Do you know of guidance for the Useful life of a Concrete Protection Barrier?
Is there guidance from any research completred?
Historically speaking, we have heard from various states that 7 years if often deemed a useful service life. Of course, this life varies from state to state. Others may use around 10 years. Daily and/or monthly handling of barrier segments often contributes to degraded service life. Barrier drops on concrete pavement, forklift prongs prying on edges, chains wrapped around barrier edges, etc. will result in spalling and cracking over time. Eliminating thin, sharp corners in a section may help to increase service life in PCBs.
If PCB service life could increase by 50% to 100%, would a DOT be willing to accept an alternative design if it had increased upfront acquisition cost but lower lifecycle cost? I suspect this would depend on how much more and what service life currently exists and what may be projected.
Thanks so much for your analysis. Are you aware of a state (or you for that matter) that has a description of physical characteristics that would make the PCB unacceptable from a crash test perspective.

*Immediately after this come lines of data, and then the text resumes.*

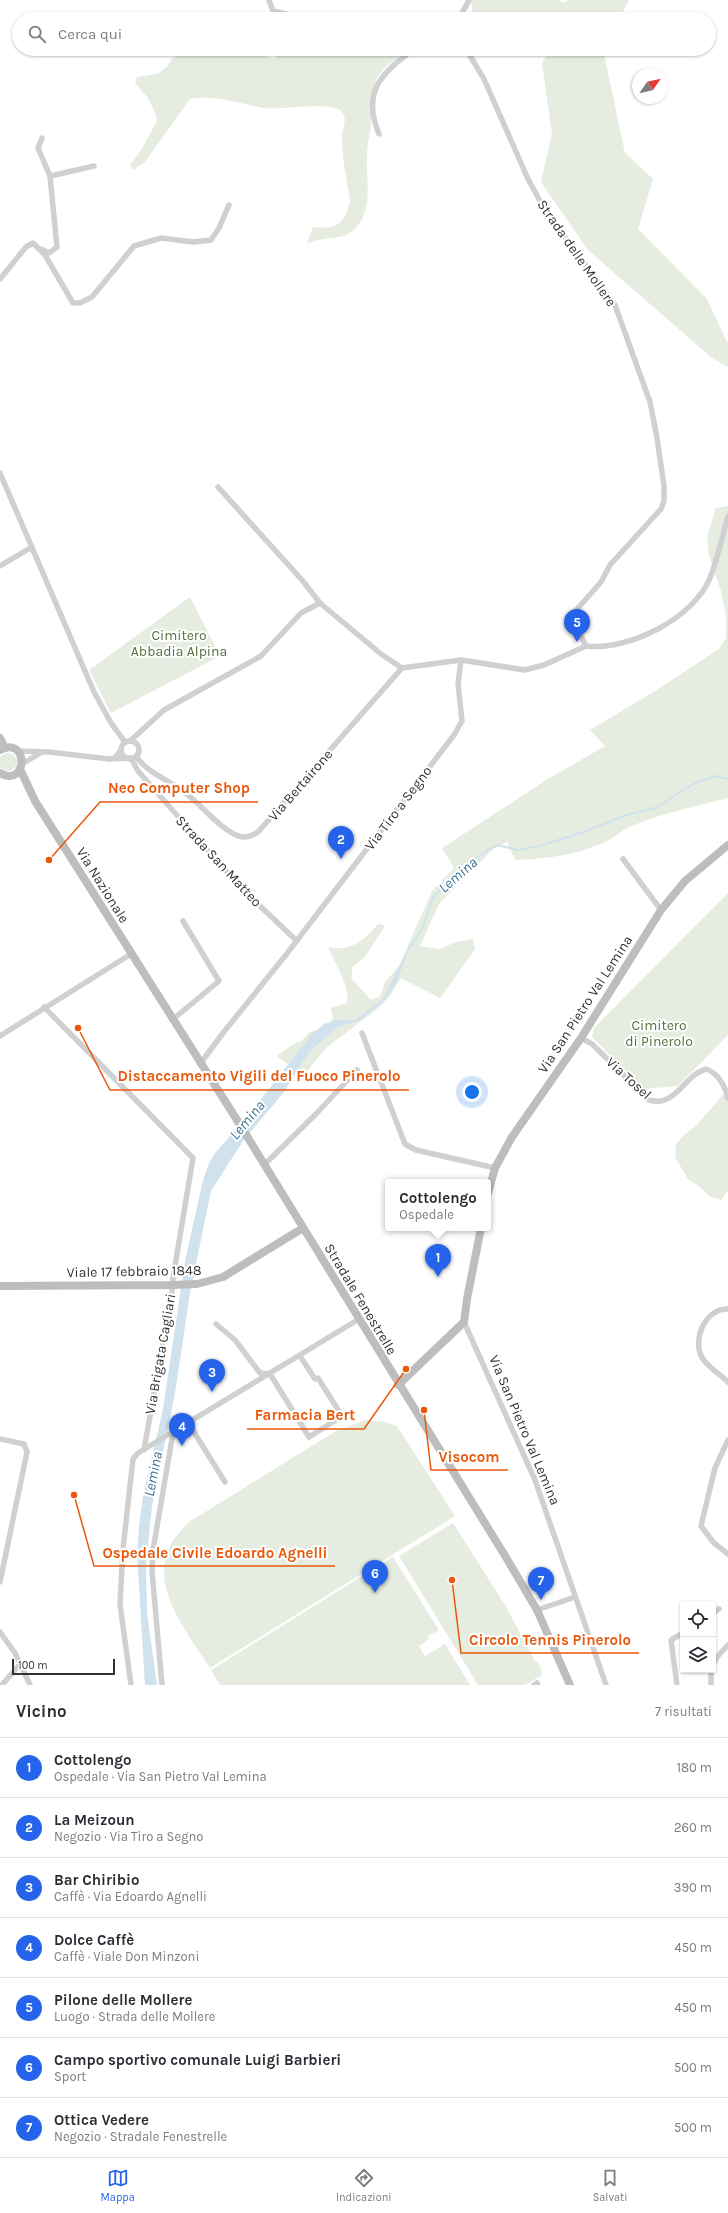 <!DOCTYPE html>
<html lang="it">
<meta charset="utf-8">
<style>
body{margin:0;font-family:Karla,sans-serif;background:#f7f7f7;color:#2b2b33}
.controls{position:absolute;right:12px;bottom:12px;display:grid;overflow:hidden;border-radius:4px;box-shadow:0 1px 3px #0004}
.controls button{width:36px;height:36px;display:grid;place-items:center;padding:0;border:0;border-bottom:1px solid #e1e1e2;background:#fff;color:#2b2b33;font:20px sans-serif}
.compass{position:absolute;left:632px;top:68px;width:36px;height:36px;border-radius:50%;background:#fff;box-shadow:0 1px 3px #0004;rotate:56deg}
.scale{position:absolute;left:12px;bottom:10px;width:103px;box-sizing:border-box;padding-left:4px;border:2px solid #333;border-top:0;font-size:11px;line-height:14px;white-space:nowrap;color:#333;-webkit-text-stroke:3px #fff;paint-order:stroke}
.you{position:absolute;left:472px;top:1092px;width:14px;height:14px;margin:-10px;border:3px solid #fff;border-radius:50%;background:#1a73e8;box-shadow:0 0 0 6px #1a73e833}
.badge{display:grid;place-items:center;width:26px;height:26px;border-radius:50%;background:#2563eb;color:#fff;font-size:13px;font-weight:700}
.pin{position:absolute;translate:-50% -33px;filter:drop-shadow(0 1px 2px #0008)}
.pin::after{content:'';position:absolute;top:21px;width:14px;height:12px;background:inherit;clip-path:polygon(0 0,100% 0,50% 100%)}
.popup{position:absolute;left:385px;top:1179px;width:106px;height:52px;box-sizing:border-box;display:grid;place-content:center;border-radius:4px;background:#fff;filter:drop-shadow(0 1px 3px #0005);font-size:13px;white-space:nowrap;color:#7c7c81}
.popup b{font-size:15px;color:#2b2b33}
.popup::after{content:'';position:absolute;left:50%;top:100%;margin-left:-8px;border:8px solid transparent;border-top-color:#fff}
.list{margin:0;padding:0;list-style:none}
h2{display:flex;justify-content:space-between;align-items:center;height:52px;margin:0;padding:0 16px;font-size:17px}
h2 small{font-size:13px;font-weight:400;color:#7c7c81}
.list li{display:grid;grid-template-columns:26px 1fr auto;gap:12px;align-items:center;box-sizing:border-box;height:60px;padding:0 16px;border-top:1px solid #e1e1e2}
.list b{display:block;font-size:15px;white-space:nowrap}
.list p{margin:0;font-size:13px;white-space:nowrap;color:#7c7c81}
.list em{font-size:13px;font-style:normal;color:#7c7c81}
.icon{flex:none;width:22px;height:22px;fill:none;stroke:currentColor;stroke-width:2;stroke-linecap:round;stroke-linejoin:round}
.map{position:relative;flex:none;width:728px;height:1685px;overflow:hidden}
.search{position:absolute;background:#fff;box-shadow:0 1px 3px #0004;left:12px;right:12px;top:12px;height:44px;display:flex;align-items:center;gap:10px;box-sizing:border-box;padding:0 14px;border-radius:22px;color:#7c7c81;font-size:15px}
.sheet{height:472px;background:#fff}
nav{display:flex;justify-content:space-around;align-items:center;box-sizing:border-box;height:56px;border-top:1px solid #e1e1e2;background:#fff;font-size:11px;color:#7c7c81}
nav a{display:grid;justify-items:center;gap:2px}
nav .on{color:#2563eb}
.map>svg:first-child{display:block}
.green{fill:#e6ecdf}
.water{fill:#cfe2ee}
.lines{fill:none;stroke-linecap:round;stroke-linejoin:round}
.stream{stroke:#cfe2ee;stroke-width:2}
.street{stroke:#d0d0d0;stroke-width:5.5}
.secondary{stroke:#bdbdbd;stroke-width:8}
.labels{text-anchor:middle;stroke-width:4;stroke-linejoin:round;paint-order:stroke}
.street-label{font-size:14px;fill:#333;stroke:#fff}
.park-label{font-size:14px;fill:#56703f;stroke:#fff}
.water-label{font-size:15px;font-style:italic;fill:#3f7597;stroke:#fff}
.leader{fill:none;stroke:#e8590c;stroke-width:1.5}
.callout-dot{fill:#e8590c;stroke:#fff;stroke-width:1.5}
.callout-label{font-size:15px;text-anchor:middle;font-weight:bold;fill:#e8590c;stroke:#fff;stroke-width:4;stroke-linejoin:round;paint-order:stroke}
</style>
<div class="map">
<svg width="728" height="1685" viewBox="0 0 728 1685">
<rect width="100%" height="100%" fill="#fff"/>
<g class="green">
<path d="M 471,0 L 558,0 L 565,3 L 567,0 L 629,0 L 619,19 L 473,19 Z"/>
<path d="M 186,49 C 216,49 245,46 273,59 L 284,51 L 304,53 L 316,49 L 408,49 C 397,59 384,65 377,78 C 370,92 372,108 371,123 C 371,133 367,143 367,153 C 365,179 375,207 355,229 C 342,242 322,235 307,244 L 313,227 C 336,230 345,224 350,201 C 347,180 342,159 342,137 C 342,128 349,119 341,111 C 330,101 281,110 265,108 C 242,104 213,94 190,99 L 145,162 L 133,170 L 130,165 L 141,150 L 157,121 L 156,115 L 148,98 L 135,83 L 137,77 L 157,74 L 168,66 L 171,60 Z"/>
<path d="M 550,49 L 607,49 L 604,54 L 625,153 L 653,179 L 638,229 L 707,299 L 728,344 L 728,367 L 712,358 L 588,250 L 541,182 L 552,134 L 542,63 Z"/>
<path d="M 728,506 L 728,798 C 696,806 664,813 634,825 C 623,829 615,837 605,842 C 576,855 547,859 515,860 L 507,842 L 494,848 L 439,904 L 420,946 L 440,949 L 456,942 L 473,939 L 475,949 L 440,998 L 401,978 L 389,997 L 376,1010 L 327,1047 L 303,1076 L 277,1056 L 292,1045 L 301,1041 L 310,1032 L 326,1027 L 333,1018 L 331,1008 L 347,1003 C 351,989 334,961 328,947 C 350,952 364,941 377,925 L 381,924 L 385,926 L 364,958 L 353,966 L 351,978 L 371,1000 L 380,996 L 385,982 L 399,966 L 432,891 L 454,868 L 442,848 L 548,779 L 605,746 L 590,730 L 655,691 L 719,649 L 726,638 L 726,617 L 721,591 L 709,556 L 707,536 L 716,508 Z"/>
<path d="M 190,597 L 220,656 L 111,713 L 89,670 Z"/>
<circle cx="8" cy="762" r="9"/>
<path d="M 728,893 L 728,1035 L 678,1086 L 643,1089 L 592,1037 L 594,1028 Z"/>
<path d="M 728,1089 L 728,1190 L 721,1200 L 709,1196 L 700,1187 L 688,1179 L 675,1157 L 676,1144 L 685,1134 L 696,1126 Z"/>
<path d="M 366,1420 L 386,1422 L 397,1426 L 455,1516 L 210,1668 C 189,1634 149,1589 170,1546 C 174,1537 183,1529 189,1522 L 336,1431 Z"/>
<path d="M 453,1523 L 505,1605 L 535,1661 C 540,1664 542,1669 542,1675 L 525,1685 L 478,1685 L 399,1556 Z"/>
<path d="M 393,1557 L 439,1630 L 428,1636 L 429,1639 L 419,1646 L 425,1656 L 445,1644 L 470,1685 L 220,1685 L 211,1670 Z"/>
</g>
<path class="water" d="M 410,946 L 396,983 L 383,1002 L 360,1020 L 336,1028 L 309,1052 L 284,1092 L 243,1141 L 211,1191 L 190,1293 L 175,1393 L 152,1506 L 146,1564 L 147,1613 L 157,1685 L 145,1685 L 137,1554 L 139,1526 L 143,1496 L 163,1409 L 185,1261 L 203,1180 L 210,1161 L 216,1152 L 250,1113 L 311,1035 L 324,1024 L 340,1020 L 355,1020 L 382,1000 Z"/>
<g class="lines">
<path class="stream" d="M 409,948 L 422,930 L 433,897 L 456,874 L 486,851 L 498,845 L 517,850 L 540,846 L 586,831 L 626,815 L 655,808 L 693,784 L 715,776 L 728,779"/>
<g class="street">
<path d="M 269,0 L 273,11 L 308,19"/>
<path d="M 459,19 L 469,0"/>
<path d="M 466,49 L 484,79 L 528,179 L 545,210 L 615,305 L 650,402 L 657,438 L 664,486 L 664,501 L 661,509 L 610,565 L 601,582 L 571,616 L 586,646"/>
<path d="M 379,134 C 361,91 382,73 414,49"/>
<path d="M 42,138 L 38,148 L 50,176"/>
<path d="M 41,249 L 49,253 L 57,247 L 50,176 L 94,166"/>
<path d="M 0,279 L 26,247 L 33,243 L 45,255 L 73,303 L 80,303 L 92,297 L 134,246 L 161,238 L 193,242 L 211,240 L 219,228 L 229,205"/>
<path d="M 0,473 L 94,692 L 111,723 L 125,742"/>
<path d="M 218,487 L 302,580 L 320,603"/>
<path d="M 0,566 L 32,547"/>
<path d="M 586,646 C 628,651 693,619 710,578 C 718,558 722,537 728,516"/>
<path d="M 130,741 L 164,710 L 261,656 L 301,613 L 320,603 L 381,654 L 402,668"/>
<circle cx="130" cy="750" r="9"/>
<path d="M 121,750 L 115,758 L 109,759 L 128,758"/>
<path d="M 18,751 L 49,752 L 109,759"/>
<path d="M 136,756 C 148,774 168,779 184,792 C 201,804 218,827 236,835 C 244,839 251,837 258,832 L 402,668 L 461,660"/>
<path d="M 131,758 L 138,771 L 242,889 L 297,941"/>
<path d="M 22,764 L 42,752"/>
<path d="M 623,859 L 661,910"/>
<path d="M 44,1007 L 193,1158 L 173,1278 L 172,1291 L 144,1450"/>
<path d="M 172,1020 L 219,981 L 183,921"/>
<path d="M 362,1033 L 405,1144 L 416,1150 L 495,1168"/>
<path d="M 0,1036 L 131,954"/>
<path d="M 581,1038 L 592,1044 L 649,1100 C 676,1108 684,1075 706,1069 C 718,1073 725,1086 728,1098"/>
<path d="M 200,1064 L 223,1033 L 285,956 L 454,735 L 462,721 L 458,684 L 461,660 L 525,670 L 544,665 L 586,646"/>
<path d="M 264,1165 L 316,1114 L 357,1070"/>
<path d="M 728,1309 C 705,1308 691,1341 703,1359 C 709,1368 720,1374 728,1382"/>
<path d="M 464,1322 L 535,1480 L 606,1685"/>
<path d="M 216,1324 L 235,1340 L 260,1373 L 270,1374 L 309,1437 L 342,1416 L 318,1378 L 315,1379 L 300,1356"/>
<path d="M 189,1424 L 225,1482"/>
<path d="M 0,1439 L 24,1444 L 27,1452 L 0,1582"/>
<path d="M 728,1440 L 715,1468 L 701,1526 L 714,1543 L 728,1554"/>
<path d="M 537,1610 L 575,1597"/>
<path d="M 713,1613 L 719,1609"/>
<path d="M 0,1632 L 15,1653 L 30,1685"/>
<path d="M 713,1666 L 717,1657 L 728,1645"/>
<path d="M 2,1685 L 20,1664"/>
<path d="M 131,1685 L 120,1604 L 123,1549 L 133,1459 L 138,1453 L 359,1319"/>
<path d="M 162,1685 L 152,1571 L 153,1550 L 173,1433"/>
<path d="M 534,1685 L 537,1683 L 538,1685"/>
<path d="M 677,1685 L 671,1640 L 683,1633"/>
<path d="M 711,1685 L 711,1670"/>
</g>
<g class="secondary">
<path d="M 0,738 L 5,748"/>
<path d="M 0,750 C 29,735 28,789 0,773"/>
<path d="M 20,769 L 35,801 L 237,1120 L 507,1559 L 537,1610 L 570,1685"/>
<path d="M 488,1193 L 495,1168 L 512,1137 L 581,1038 L 661,910 L 685,881 L 728,845"/>
<path d="M 0,1286 L 172,1285 L 197,1284 L 223,1277 L 303,1228"/>
<path d="M 398,1385 L 464,1322 L 467,1299 L 481,1228"/>
</g>
</g>
<g class="labels">
<g class="street-label">
<text transform="translate(577 253) rotate(55)" y="5">Strada delle Mollere</text>
<text transform="translate(300 785) rotate(-49)" y="5">Via Bertairone</text>
<text transform="translate(398 808) rotate(-53)" y="5">Via Tiro a Segno</text>
<text transform="translate(219 861) rotate(47)" y="5">Strada San Matteo</text>
<text transform="translate(103 885) rotate(58)" y="5">Via Nazionale</text>
<text transform="translate(585 1004) rotate(-57)" y="5">Via San Pietro Val Lemina</text>
<text transform="translate(629 1078) rotate(42)" y="5">Via Tosel</text>
<text transform="translate(134 1271) rotate(-1)" y="5">Viale 17 febbraio 1848</text>
<text transform="translate(361 1299) rotate(59)" y="5">Stradale Fenestrelle</text>
<text transform="translate(160 1354) rotate(-80)" y="5">Via Brigata Cagliari</text>
<text transform="translate(525 1430) rotate(67)" y="5">Via San Pietro Val Lemina</text>
</g>
<g class="park-label">
<text x="179" y="640">Cimitero<tspan x="179" dy="16">Abbadia Alpina</tspan></text>
<text x="659" y="1030">Cimitero<tspan x="659" dy="16">di Pinerolo</tspan></text>
</g>
<g class="water-label">
<text transform="translate(458 875) rotate(-41)" y="5">Lemina</text>
<text transform="translate(247 1120) rotate(-50)" y="5">Lemina</text>
<text transform="translate(153 1474) rotate(-79)" y="5">Lemina</text>
</g>
</g>
<path class="leader" d="M49 860L100 802H258M78 1028L110 1090H409M406 1369L364 1429H247M424 1410L431 1470H508M74 1495L94 1566H335M452 1580L461 1653H639"/>
<g class="callout-dot">
<circle cx="49" cy="860" r="4"/>
<circle cx="78" cy="1028" r="4"/>
<circle cx="406" cy="1369" r="4"/>
<circle cx="424" cy="1410" r="4"/>
<circle cx="74" cy="1495" r="4"/>
<circle cx="452" cy="1580" r="4"/>
</g>
<g class="callout-label">
<text x="179" y="793">Neo Computer Shop</text>
<text x="259" y="1081">Distaccamento Vigili del Fuoco Pinerolo</text>
<text x="305" y="1420">Farmacia Bert</text>
<text x="469" y="1462">Visocom</text>
<text x="215" y="1558">Ospedale Civile Edoardo Agnelli</text>
<text x="550" y="1645">Circolo Tennis Pinerolo</text>
</g>
</svg>
<div class="controls">
<button><svg class="icon" aria-label="locate" viewBox="0 0 24 24"><circle cx="12" cy="12" r="6"/><path d="M12 2v4M12 18v4M2 12h4M18 12h4"/></svg></button>
<button><svg class="icon" aria-label="layers" viewBox="0 0 24 24"><path d="M12 4l9 5-9 5-9-5zM3 14l9 5 9-5"/></svg></button>
</div>
<svg class="compass" viewBox="-18 -18 36 36"><path d="M0-13l5 13h-10z" fill="#e53935"/><path d="M0 13l5-13h-10z" fill="#7c7c81"/></svg>
<div class="scale">100 m</div>
<div class="you"></div>
<div class="pin badge" style="left:438px;top:1277px">1</div>
<div class="popup"><b>Cottolengo</b>Ospedale</div>
<div class="pin badge" style="left:341px;top:859px">2</div>
<div class="pin badge" style="left:212px;top:1392px">3</div>
<div class="pin badge" style="left:182px;top:1446px">4</div>
<div class="pin badge" style="left:577px;top:642px">5</div>
<div class="pin badge" style="left:375px;top:1593px">6</div>
<div class="pin badge" style="left:541px;top:1600px">7</div>
<div class="search"><svg class="icon" aria-label="search" viewBox="0 0 24 24"><circle cx="10" cy="10" r="6"/><path d="M15 15l6 6"/></svg>Cerca qui</div>
</div>
<section class="sheet">
<h2>Vicino<small>7 risultati</small></h2>
<ul class="list">
<li><span class="badge">1</span><div><b>Cottolengo</b><p>Ospedale · Via San Pietro Val Lemina</p></div><em>180 m</em></li>
<li><span class="badge">2</span><div><b>La Meizoun</b><p>Negozio · Via Tiro a Segno</p></div><em>260 m</em></li>
<li><span class="badge">3</span><div><b>Bar Chiribio</b><p>Caffè · Via Edoardo Agnelli</p></div><em>390 m</em></li>
<li><span class="badge">4</span><div><b>Dolce Caffè</b><p>Caffè · Viale Don Minzoni</p></div><em>450 m</em></li>
<li><span class="badge">5</span><div><b>Pilone delle Mollere</b><p>Luogo · Strada delle Mollere</p></div><em>450 m</em></li>
<li><span class="badge">6</span><div><b>Campo sportivo comunale Luigi Barbieri</b><p>Sport</p></div><em>500 m</em></li>
<li><span class="badge">7</span><div><b>Ottica Vedere</b><p>Negozio · Stradale Fenestrelle</p></div><em>500 m</em></li>
</ul>
</section>
<nav>
<a class="on"><svg class="icon" aria-label="map" viewBox="0 0 24 24"><path d="M3 6l6-2 6 2 6-2v14l-6 2-6-2-6 2zM9 4v14M15 6v14"/></svg>Mappa</a>
<a><svg class="icon" aria-label="directions" viewBox="0 0 24 24"><path d="M12 3l9 9-9 9-9-9zM9 14v-3h6M13 9l2 2-2 2"/></svg>Indicazioni</a>
<a><svg class="icon" aria-label="saved" viewBox="0 0 24 24"><path d="M7 4h10v16l-5-4-5 4z"/></svg>Salvati</a>
</nav>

It seems to me that the FHWA characterized the acceptability of the NE PCB as “marginal”, are there physical deteriorations that would take this characterization from “marginal” to “unacceptable”?
I am looking for something the contractors and state can “see” in order to show why these PCBs are unacceptable.
Wisconsin has a document.
http://wisconsindot.gov/rdwy/cmm/cm-01-45.pdf#cm1-45.12>
Section 1-45.12.1 contains general temporary barrier guidance for construction staff.
1-45-12.5 addressed barrier quality
There is one other group that had prepared information. I will need to try to recall which group or state. Maybe Illinois?